:: AIM OF THE EXERCISE ::
Starting at the line that contains "Quick job: Dump", reproduce only the lines through the end of the data, exactly, including both the first and the last; skip the pictures.

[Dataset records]
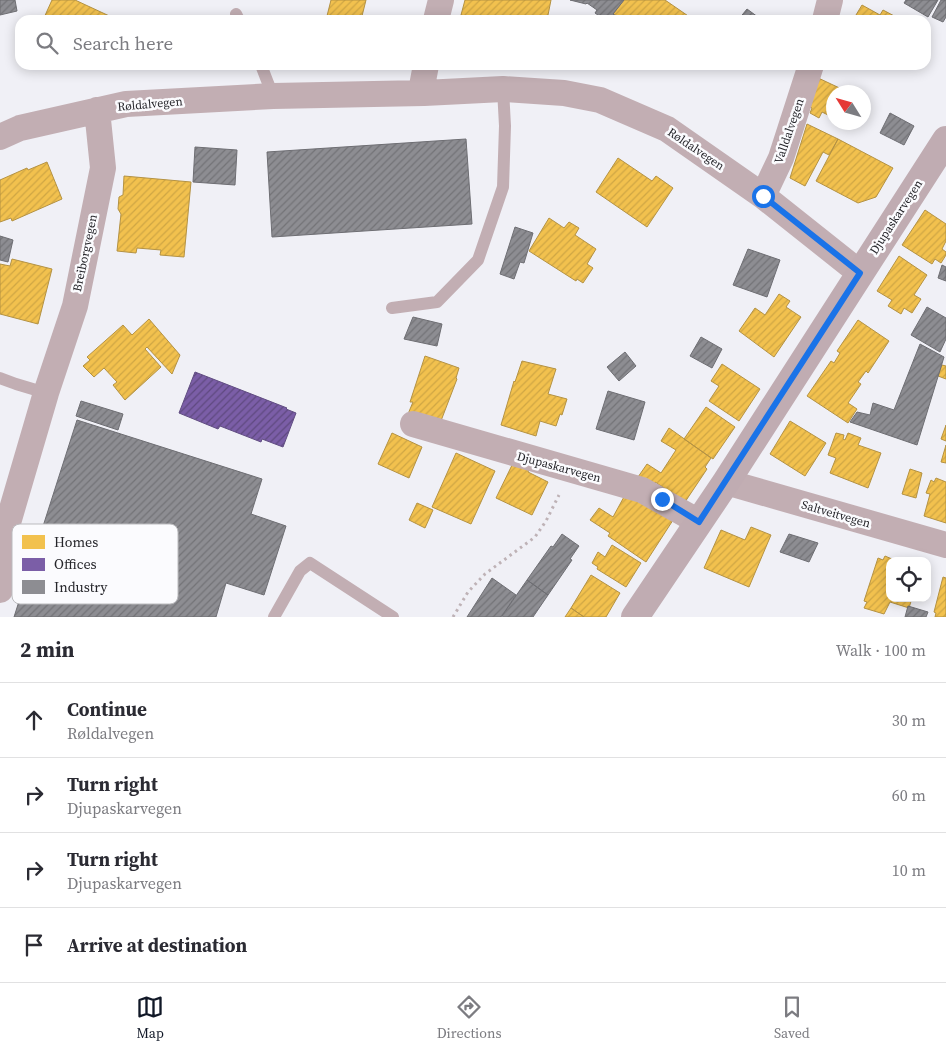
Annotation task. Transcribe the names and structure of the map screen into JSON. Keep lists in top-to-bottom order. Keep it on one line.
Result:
{"streets":{"street":["Røldalvegen","Valldalvegen","Djupaskarvegen","Breiborgvegen","Saltveitvegen"]},"crossings":[["Røldalvegen","Valldalvegen"],["Røldalvegen","Djupaskarvegen"],["Røldalvegen","Breiborgvegen"],["Djupaskarvegen","Saltveitvegen"]],"legend":["Homes","Offices","Industry"],"north":"top left","page":{"search":"Search here","heading":["2 min","Walk · 100 m"],"list":[["Continue","Røldalvegen","30 m"],["Turn right","Djupaskarvegen","60 m"],["Turn right","Djupaskarvegen","10 m"],"Arrive at destination"],"nav":["Map","Directions","Saved"]}}
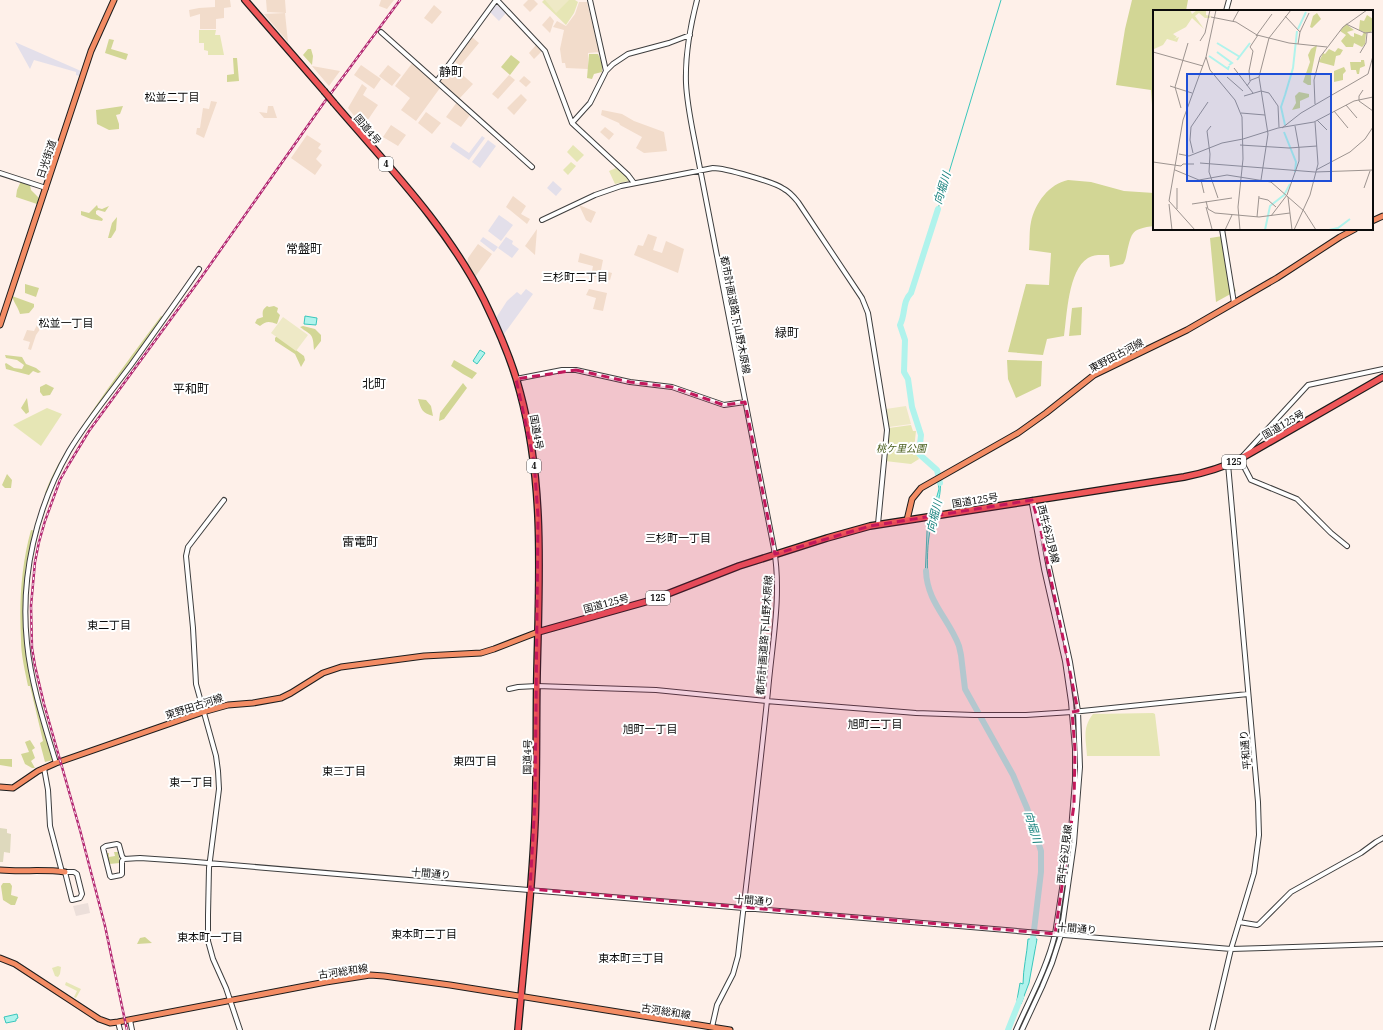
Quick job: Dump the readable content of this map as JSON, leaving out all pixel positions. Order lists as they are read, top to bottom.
{
  "streets": {
    "highway": [
      "国道4号",
      "4",
      "国道125号",
      "125"
    ],
    "main road": ["日光街道", "東野田古河線", "古河総和線"],
    "street": [
      "都市計画道路下山野木原線",
      "西牛谷辺見線",
      "平和通り",
      "十間通り"
    ]
  },
  "crossings": [
    ["国道4号", "東野田古河線"],
    ["国道4号", "国道125号"],
    ["国道4号", "十間通り"],
    ["国道4号", "古河総和線"],
    ["都市計画道路下山野木原線", "国道125号"],
    ["都市計画道路下山野木原線", "十間通り"],
    ["都市計画道路下山野木原線", "古河総和線"],
    ["東野田古河線", "国道125号"],
    ["国道125号", "西牛谷辺見線"],
    ["国道125号", "平和通り"],
    ["西牛谷辺見線", "十間通り"],
    ["平和通り", "十間通り"]
  ],
  "districts": [
    "静町",
    "松並二丁目",
    "常盤町",
    "三杉町二丁目",
    "松並一丁目",
    "緑町",
    "北町",
    "平和町",
    "三杉町一丁目",
    "雷電町",
    "東二丁目",
    "旭町二丁目",
    "旭町一丁目",
    "東四丁目",
    "東三丁目",
    "東一丁目",
    "東本町二丁目",
    "東本町一丁目",
    "東本町三丁目"
  ],
  "water": ["向堀川"],
  "parks": ["桃ケ里公園"]
}
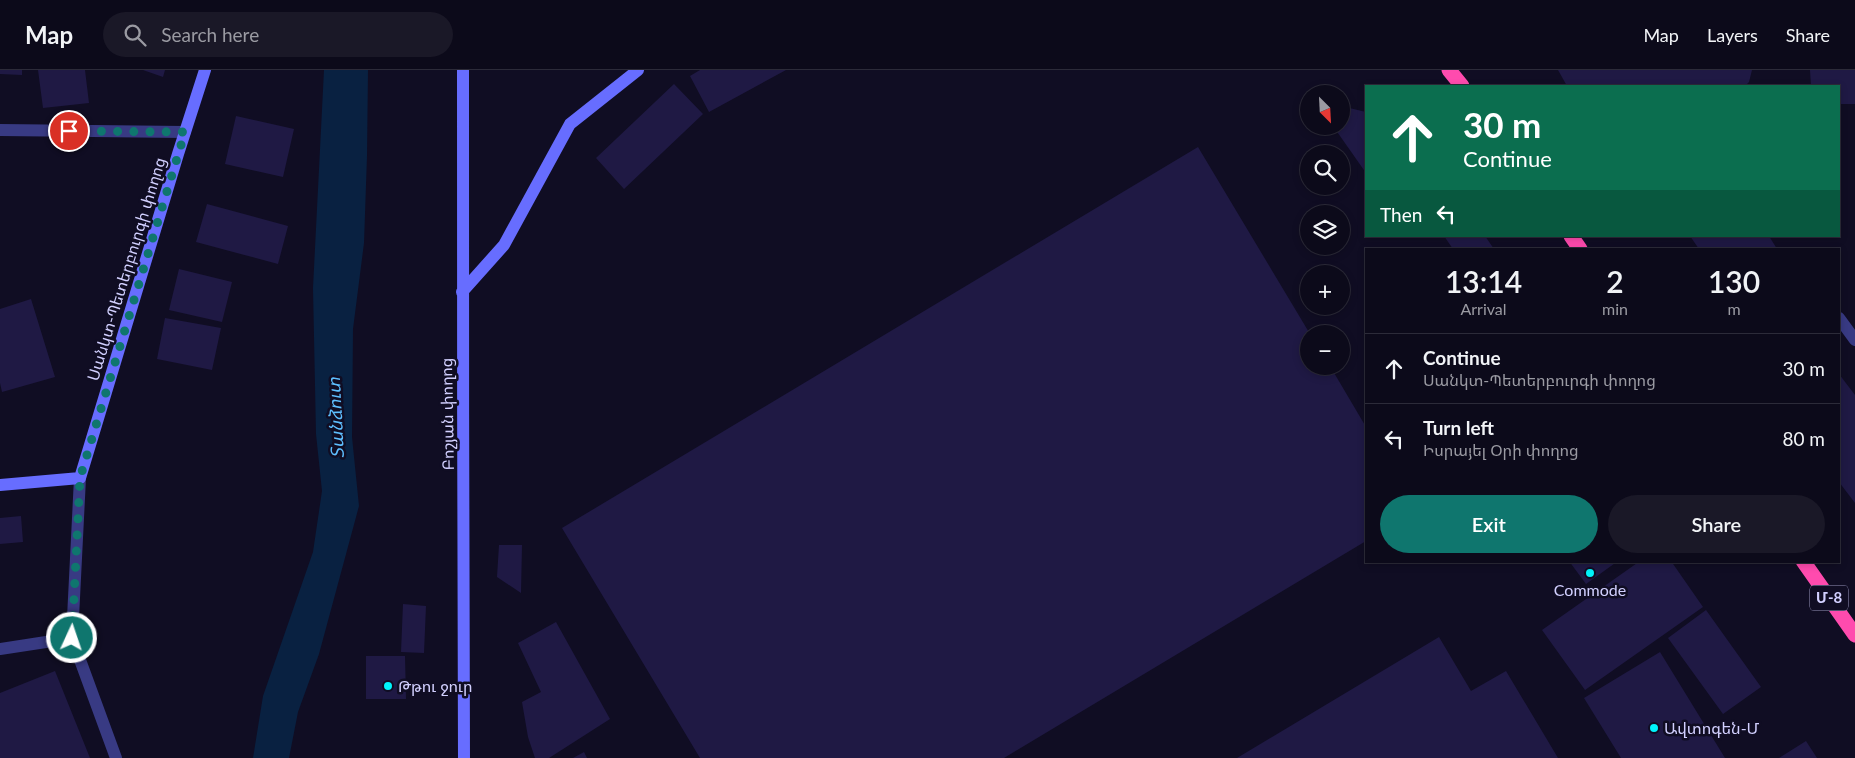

:: RESPONSE TO THE TASK ::
Quick job: Dump the readable content of this map as JSON, leaving out all pixel positions. Order lists as they are read, top to bottom.
{
  "streets": {
    "highway": [
      "国道4号",
      "4",
      "国道125号",
      "125"
    ],
    "main road": ["日光街道", "東野田古河線", "古河総和線"],
    "street": [
      "都市計画道路下山野木原線",
      "西牛谷辺見線",
      "平和通り",
      "十間通り"
    ]
  },
  "crossings": [
    ["国道4号", "東野田古河線"],
    ["国道4号", "国道125号"],
    ["国道4号", "十間通り"],
    ["国道4号", "古河総和線"],
    ["都市計画道路下山野木原線", "国道125号"],
    ["都市計画道路下山野木原線", "十間通り"],
    ["都市計画道路下山野木原線", "古河総和線"],
    ["東野田古河線", "国道125号"],
    ["国道125号", "西牛谷辺見線"],
    ["国道125号", "平和通り"],
    ["西牛谷辺見線", "十間通り"],
    ["平和通り", "十間通り"]
  ],
  "districts": [
    "静町",
    "松並二丁目",
    "常盤町",
    "三杉町二丁目",
    "松並一丁目",
    "緑町",
    "北町",
    "平和町",
    "三杉町一丁目",
    "雷電町",
    "東二丁目",
    "旭町二丁目",
    "旭町一丁目",
    "東四丁目",
    "東三丁目",
    "東一丁目",
    "東本町二丁目",
    "東本町一丁目",
    "東本町三丁目"
  ],
  "water": ["向堀川"],
  "parks": ["桃ケ里公園"]
}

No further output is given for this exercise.